> **ACTION ITEM**
Report every line in the records below that holds the word "function".

> **DATASET ENTRIES**

▽

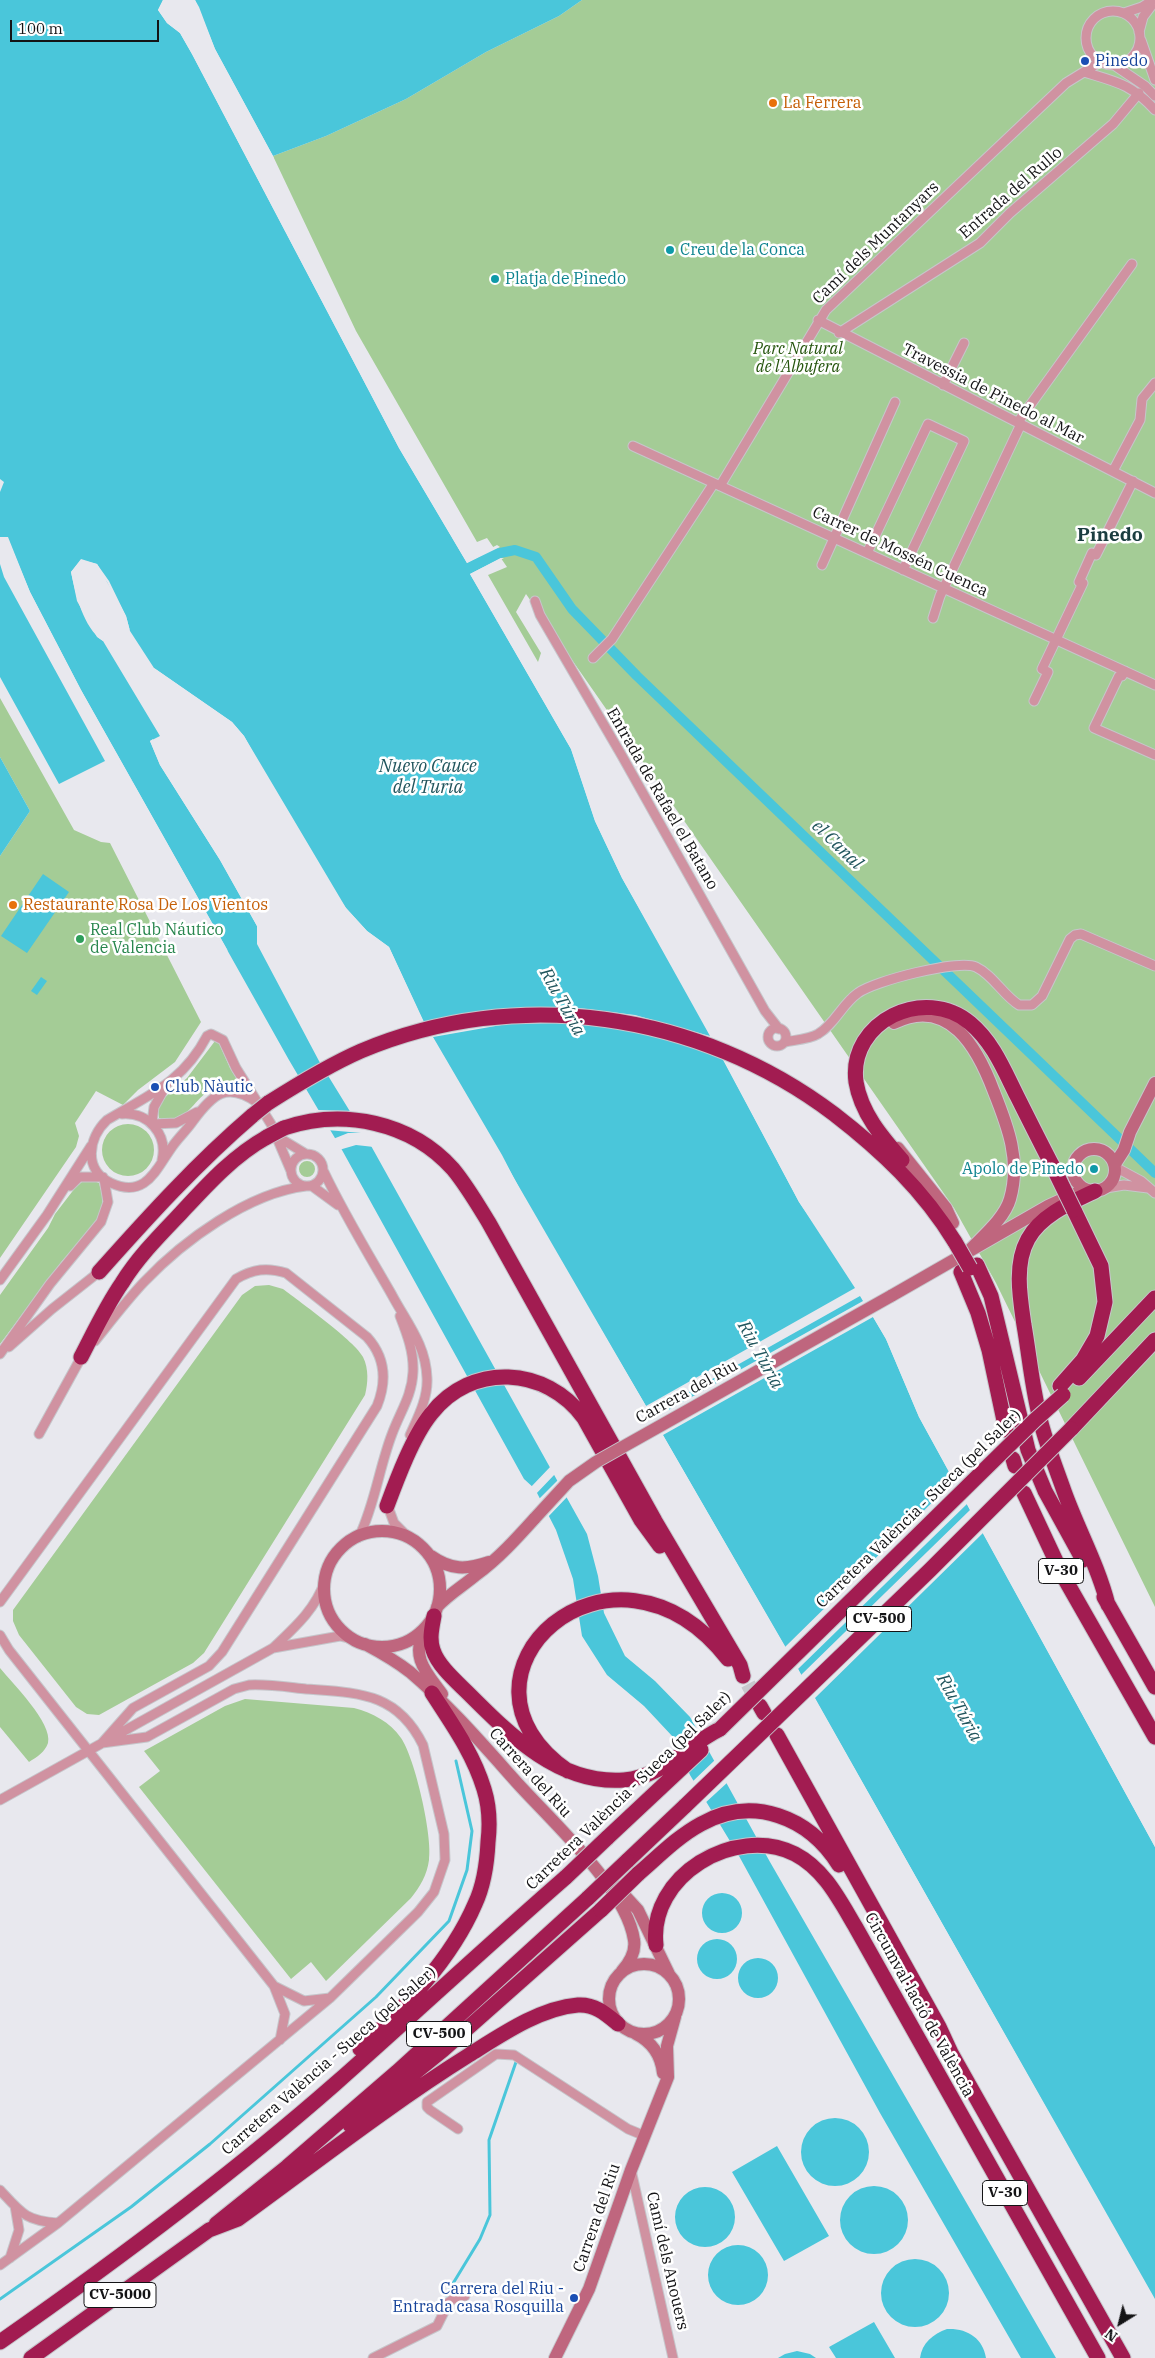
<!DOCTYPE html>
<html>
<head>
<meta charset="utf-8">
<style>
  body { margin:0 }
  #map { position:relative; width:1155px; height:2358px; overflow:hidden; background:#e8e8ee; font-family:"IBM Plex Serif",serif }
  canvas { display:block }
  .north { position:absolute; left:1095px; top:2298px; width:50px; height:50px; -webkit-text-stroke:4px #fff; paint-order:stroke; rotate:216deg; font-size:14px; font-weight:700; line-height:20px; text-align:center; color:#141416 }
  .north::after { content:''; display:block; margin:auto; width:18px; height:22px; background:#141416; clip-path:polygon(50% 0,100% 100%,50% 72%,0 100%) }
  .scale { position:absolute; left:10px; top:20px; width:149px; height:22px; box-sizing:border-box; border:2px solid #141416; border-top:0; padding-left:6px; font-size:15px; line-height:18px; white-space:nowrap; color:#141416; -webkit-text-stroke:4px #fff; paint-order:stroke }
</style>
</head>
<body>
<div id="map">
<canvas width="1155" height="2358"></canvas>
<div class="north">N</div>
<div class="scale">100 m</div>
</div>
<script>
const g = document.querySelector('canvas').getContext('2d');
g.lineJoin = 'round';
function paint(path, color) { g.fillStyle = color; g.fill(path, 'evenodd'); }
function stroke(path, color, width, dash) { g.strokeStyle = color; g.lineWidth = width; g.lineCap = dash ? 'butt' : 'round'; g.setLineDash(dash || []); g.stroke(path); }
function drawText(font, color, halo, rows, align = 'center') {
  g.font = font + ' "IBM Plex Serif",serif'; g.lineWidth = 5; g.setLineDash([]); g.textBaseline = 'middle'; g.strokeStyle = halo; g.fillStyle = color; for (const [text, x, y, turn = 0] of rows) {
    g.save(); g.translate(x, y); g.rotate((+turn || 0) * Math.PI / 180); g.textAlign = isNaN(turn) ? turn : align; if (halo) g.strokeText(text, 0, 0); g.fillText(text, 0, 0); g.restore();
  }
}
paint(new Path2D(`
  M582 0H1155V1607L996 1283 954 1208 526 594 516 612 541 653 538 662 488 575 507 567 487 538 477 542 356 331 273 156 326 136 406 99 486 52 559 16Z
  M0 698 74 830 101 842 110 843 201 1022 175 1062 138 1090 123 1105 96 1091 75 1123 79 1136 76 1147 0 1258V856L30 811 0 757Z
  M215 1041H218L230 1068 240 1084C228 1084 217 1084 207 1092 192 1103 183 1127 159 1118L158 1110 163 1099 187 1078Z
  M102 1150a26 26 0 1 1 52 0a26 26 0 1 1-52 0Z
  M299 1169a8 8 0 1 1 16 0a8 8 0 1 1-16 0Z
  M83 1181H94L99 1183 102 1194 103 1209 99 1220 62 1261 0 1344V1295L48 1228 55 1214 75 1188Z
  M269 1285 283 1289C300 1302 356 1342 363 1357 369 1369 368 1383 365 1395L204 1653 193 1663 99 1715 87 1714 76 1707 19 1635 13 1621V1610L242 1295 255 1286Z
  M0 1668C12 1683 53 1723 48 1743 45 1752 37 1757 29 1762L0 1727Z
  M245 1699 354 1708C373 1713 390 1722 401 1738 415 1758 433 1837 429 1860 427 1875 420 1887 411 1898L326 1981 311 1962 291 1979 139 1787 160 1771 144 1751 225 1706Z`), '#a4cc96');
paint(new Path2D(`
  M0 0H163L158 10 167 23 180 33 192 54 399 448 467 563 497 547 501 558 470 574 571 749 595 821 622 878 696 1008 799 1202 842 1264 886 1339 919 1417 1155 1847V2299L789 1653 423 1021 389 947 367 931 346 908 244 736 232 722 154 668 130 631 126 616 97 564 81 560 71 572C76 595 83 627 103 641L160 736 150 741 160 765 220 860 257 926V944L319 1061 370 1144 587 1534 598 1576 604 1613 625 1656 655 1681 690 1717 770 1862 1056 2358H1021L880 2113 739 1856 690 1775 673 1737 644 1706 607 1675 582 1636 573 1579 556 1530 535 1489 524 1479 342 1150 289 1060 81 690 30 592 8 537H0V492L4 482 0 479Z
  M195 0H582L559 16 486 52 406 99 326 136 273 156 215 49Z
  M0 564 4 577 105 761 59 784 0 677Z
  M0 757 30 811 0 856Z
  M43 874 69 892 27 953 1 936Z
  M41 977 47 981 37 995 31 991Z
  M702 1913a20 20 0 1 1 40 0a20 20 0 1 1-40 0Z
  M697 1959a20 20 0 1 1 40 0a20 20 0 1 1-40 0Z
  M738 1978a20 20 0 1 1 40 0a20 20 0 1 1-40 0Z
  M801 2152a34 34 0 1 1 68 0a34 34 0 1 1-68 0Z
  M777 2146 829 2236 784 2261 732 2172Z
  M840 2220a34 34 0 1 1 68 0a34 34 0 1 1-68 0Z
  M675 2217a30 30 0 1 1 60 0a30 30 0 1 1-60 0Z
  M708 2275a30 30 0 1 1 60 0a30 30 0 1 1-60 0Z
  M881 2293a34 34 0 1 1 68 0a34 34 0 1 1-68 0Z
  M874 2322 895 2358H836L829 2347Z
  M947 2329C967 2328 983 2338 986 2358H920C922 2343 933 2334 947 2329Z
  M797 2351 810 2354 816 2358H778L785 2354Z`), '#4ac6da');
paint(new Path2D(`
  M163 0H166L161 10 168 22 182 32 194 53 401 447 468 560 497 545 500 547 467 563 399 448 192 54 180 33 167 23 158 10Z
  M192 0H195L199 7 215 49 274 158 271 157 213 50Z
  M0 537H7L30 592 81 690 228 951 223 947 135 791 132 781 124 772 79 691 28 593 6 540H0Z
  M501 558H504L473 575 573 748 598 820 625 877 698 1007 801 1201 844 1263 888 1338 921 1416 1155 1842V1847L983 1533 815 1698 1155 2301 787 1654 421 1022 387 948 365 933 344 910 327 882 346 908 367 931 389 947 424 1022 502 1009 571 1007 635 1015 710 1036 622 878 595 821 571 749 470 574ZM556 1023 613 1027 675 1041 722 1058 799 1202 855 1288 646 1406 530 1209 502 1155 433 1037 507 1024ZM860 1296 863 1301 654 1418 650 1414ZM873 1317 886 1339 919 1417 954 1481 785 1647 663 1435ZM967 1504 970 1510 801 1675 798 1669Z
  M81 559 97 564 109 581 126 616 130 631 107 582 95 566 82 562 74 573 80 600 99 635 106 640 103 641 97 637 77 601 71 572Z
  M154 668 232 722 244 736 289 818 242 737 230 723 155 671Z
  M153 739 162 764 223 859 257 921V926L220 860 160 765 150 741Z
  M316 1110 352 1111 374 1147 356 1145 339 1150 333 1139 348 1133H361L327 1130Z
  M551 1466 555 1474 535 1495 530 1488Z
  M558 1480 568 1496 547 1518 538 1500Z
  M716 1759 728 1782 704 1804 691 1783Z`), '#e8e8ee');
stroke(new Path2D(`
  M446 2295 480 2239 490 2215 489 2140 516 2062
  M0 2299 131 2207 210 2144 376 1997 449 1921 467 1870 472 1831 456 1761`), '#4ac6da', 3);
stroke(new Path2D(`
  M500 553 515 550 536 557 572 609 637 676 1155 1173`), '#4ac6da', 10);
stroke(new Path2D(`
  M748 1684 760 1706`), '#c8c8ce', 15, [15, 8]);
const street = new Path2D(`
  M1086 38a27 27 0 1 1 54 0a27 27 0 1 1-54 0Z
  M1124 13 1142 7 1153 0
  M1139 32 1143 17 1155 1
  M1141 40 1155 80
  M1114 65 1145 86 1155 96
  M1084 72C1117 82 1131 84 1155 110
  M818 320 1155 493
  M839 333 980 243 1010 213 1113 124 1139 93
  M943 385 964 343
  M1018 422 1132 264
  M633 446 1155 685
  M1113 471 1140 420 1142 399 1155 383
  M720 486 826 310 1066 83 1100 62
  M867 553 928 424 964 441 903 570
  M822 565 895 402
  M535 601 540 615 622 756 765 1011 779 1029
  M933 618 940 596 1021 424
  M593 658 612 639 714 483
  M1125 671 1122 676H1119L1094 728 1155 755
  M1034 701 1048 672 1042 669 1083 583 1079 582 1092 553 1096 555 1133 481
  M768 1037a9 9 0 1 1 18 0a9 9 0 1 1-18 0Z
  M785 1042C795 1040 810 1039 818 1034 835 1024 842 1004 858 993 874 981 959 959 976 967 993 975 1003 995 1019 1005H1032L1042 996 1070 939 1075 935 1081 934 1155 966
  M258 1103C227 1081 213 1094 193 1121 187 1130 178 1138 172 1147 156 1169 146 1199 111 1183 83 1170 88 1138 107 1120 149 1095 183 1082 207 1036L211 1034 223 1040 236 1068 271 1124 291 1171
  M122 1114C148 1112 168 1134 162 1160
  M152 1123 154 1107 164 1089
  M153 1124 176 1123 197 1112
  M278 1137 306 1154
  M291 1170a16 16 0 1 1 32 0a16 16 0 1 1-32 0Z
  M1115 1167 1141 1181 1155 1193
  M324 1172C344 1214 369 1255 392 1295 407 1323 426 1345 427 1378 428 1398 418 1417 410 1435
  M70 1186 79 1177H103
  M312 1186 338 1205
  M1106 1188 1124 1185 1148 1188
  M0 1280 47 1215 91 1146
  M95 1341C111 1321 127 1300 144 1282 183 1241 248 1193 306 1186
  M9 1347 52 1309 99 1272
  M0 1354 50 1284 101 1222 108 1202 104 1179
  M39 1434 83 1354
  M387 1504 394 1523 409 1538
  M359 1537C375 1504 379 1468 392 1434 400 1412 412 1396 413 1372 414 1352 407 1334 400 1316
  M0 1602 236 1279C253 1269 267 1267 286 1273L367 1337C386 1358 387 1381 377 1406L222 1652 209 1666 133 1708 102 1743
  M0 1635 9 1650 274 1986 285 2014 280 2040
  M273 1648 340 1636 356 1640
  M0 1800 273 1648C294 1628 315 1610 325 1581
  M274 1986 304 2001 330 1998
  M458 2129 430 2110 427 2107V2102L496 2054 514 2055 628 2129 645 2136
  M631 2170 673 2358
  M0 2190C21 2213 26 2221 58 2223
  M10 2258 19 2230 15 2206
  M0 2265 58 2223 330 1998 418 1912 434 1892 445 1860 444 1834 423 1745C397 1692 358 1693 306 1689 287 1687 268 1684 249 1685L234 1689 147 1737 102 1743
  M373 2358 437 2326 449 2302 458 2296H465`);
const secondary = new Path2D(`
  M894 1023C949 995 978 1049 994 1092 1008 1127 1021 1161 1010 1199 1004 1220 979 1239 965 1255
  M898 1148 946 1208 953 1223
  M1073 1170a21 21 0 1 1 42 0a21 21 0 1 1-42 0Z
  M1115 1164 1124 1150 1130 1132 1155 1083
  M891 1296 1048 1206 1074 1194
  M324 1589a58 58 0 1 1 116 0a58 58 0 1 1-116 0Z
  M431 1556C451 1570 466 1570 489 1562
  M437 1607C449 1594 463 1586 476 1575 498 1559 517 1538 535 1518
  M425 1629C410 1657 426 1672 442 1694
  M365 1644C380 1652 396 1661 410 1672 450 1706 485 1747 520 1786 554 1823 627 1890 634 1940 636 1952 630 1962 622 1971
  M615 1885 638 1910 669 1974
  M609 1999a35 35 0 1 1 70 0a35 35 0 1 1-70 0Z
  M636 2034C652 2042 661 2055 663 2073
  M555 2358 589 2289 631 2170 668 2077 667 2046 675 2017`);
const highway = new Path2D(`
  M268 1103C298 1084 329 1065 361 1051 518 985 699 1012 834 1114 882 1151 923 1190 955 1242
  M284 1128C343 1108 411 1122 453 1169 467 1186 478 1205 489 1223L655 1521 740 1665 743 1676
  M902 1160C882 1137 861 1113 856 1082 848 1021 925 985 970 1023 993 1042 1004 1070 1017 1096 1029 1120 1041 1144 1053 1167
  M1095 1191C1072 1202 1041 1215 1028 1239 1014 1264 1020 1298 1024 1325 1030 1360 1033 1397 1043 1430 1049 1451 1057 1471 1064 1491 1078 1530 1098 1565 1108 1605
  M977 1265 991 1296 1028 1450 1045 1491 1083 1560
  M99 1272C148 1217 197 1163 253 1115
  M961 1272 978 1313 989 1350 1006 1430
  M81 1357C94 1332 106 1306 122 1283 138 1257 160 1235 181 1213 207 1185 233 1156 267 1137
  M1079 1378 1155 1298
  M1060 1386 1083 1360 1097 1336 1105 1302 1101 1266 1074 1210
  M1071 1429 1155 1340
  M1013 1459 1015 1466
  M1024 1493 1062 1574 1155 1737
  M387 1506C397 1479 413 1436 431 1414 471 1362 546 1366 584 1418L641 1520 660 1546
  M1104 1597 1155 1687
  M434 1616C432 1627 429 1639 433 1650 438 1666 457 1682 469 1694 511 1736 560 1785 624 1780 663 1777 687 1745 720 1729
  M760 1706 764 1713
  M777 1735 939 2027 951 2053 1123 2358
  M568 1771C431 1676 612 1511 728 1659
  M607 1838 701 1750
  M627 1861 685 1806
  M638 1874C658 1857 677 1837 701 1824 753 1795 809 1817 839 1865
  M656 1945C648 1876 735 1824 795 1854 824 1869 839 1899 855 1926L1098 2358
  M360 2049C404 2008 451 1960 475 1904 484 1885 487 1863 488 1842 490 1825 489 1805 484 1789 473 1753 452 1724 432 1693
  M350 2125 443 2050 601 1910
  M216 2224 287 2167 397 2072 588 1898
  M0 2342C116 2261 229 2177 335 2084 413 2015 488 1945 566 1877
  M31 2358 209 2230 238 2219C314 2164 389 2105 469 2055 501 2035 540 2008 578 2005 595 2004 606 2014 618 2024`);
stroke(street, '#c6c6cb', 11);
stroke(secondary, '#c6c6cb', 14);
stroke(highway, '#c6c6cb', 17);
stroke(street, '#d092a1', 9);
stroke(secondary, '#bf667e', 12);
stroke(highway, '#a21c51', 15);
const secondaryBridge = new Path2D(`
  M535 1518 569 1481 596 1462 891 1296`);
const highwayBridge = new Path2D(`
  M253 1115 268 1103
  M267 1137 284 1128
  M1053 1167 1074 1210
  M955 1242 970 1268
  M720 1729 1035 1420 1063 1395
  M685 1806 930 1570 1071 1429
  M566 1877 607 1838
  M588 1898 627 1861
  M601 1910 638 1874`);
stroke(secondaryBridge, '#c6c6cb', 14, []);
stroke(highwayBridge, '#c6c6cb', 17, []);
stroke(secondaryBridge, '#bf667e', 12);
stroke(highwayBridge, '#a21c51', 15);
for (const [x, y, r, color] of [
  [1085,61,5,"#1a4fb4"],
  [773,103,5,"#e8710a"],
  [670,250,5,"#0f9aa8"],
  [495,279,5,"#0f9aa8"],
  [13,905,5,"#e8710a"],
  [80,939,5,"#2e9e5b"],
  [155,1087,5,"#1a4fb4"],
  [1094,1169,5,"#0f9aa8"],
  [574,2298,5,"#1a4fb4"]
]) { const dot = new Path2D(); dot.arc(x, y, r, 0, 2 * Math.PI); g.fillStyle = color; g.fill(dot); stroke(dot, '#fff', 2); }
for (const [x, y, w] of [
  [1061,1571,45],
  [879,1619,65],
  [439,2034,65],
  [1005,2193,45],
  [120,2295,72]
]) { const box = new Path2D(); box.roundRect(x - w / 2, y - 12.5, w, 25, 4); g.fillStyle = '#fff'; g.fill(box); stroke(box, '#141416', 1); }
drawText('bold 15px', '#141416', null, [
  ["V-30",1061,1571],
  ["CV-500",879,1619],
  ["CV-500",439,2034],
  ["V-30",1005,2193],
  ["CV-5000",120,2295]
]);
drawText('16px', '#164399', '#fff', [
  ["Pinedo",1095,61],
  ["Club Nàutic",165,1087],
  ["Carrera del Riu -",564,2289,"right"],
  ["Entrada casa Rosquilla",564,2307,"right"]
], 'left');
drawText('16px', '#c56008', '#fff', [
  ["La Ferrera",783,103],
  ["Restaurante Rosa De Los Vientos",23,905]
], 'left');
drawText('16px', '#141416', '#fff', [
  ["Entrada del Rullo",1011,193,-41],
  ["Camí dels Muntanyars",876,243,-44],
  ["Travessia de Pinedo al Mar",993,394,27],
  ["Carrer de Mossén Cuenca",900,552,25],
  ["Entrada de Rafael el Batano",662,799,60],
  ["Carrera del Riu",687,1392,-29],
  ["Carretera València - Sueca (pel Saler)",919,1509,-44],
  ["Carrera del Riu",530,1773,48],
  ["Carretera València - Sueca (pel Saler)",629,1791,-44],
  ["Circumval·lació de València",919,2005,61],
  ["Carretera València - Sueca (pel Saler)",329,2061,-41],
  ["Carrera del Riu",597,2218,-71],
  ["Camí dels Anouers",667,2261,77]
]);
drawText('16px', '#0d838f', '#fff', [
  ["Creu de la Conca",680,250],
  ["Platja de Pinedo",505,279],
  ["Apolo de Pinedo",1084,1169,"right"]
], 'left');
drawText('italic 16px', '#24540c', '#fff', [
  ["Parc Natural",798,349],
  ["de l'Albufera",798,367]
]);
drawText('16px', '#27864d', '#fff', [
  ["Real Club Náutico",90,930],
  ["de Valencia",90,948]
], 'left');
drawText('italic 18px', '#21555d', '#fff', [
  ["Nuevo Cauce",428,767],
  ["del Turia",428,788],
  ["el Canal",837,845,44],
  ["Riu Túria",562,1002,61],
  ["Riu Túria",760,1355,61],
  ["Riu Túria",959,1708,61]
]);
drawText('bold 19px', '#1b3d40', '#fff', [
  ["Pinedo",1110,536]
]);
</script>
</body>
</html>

△

> **EXERCISE OUTPUT**
function paint(path, color) { g.fillStyle = color; g.fill(path, 'evenodd'); }
function stroke(path, color, width, dash) { g.strokeStyle = color; g.lineWidth = width; g.lineCap = dash ? 'butt' : 'round'; g.setLineDash(dash || []); g.stroke(path); }
function drawText(font, color, halo, rows, align = 'center') {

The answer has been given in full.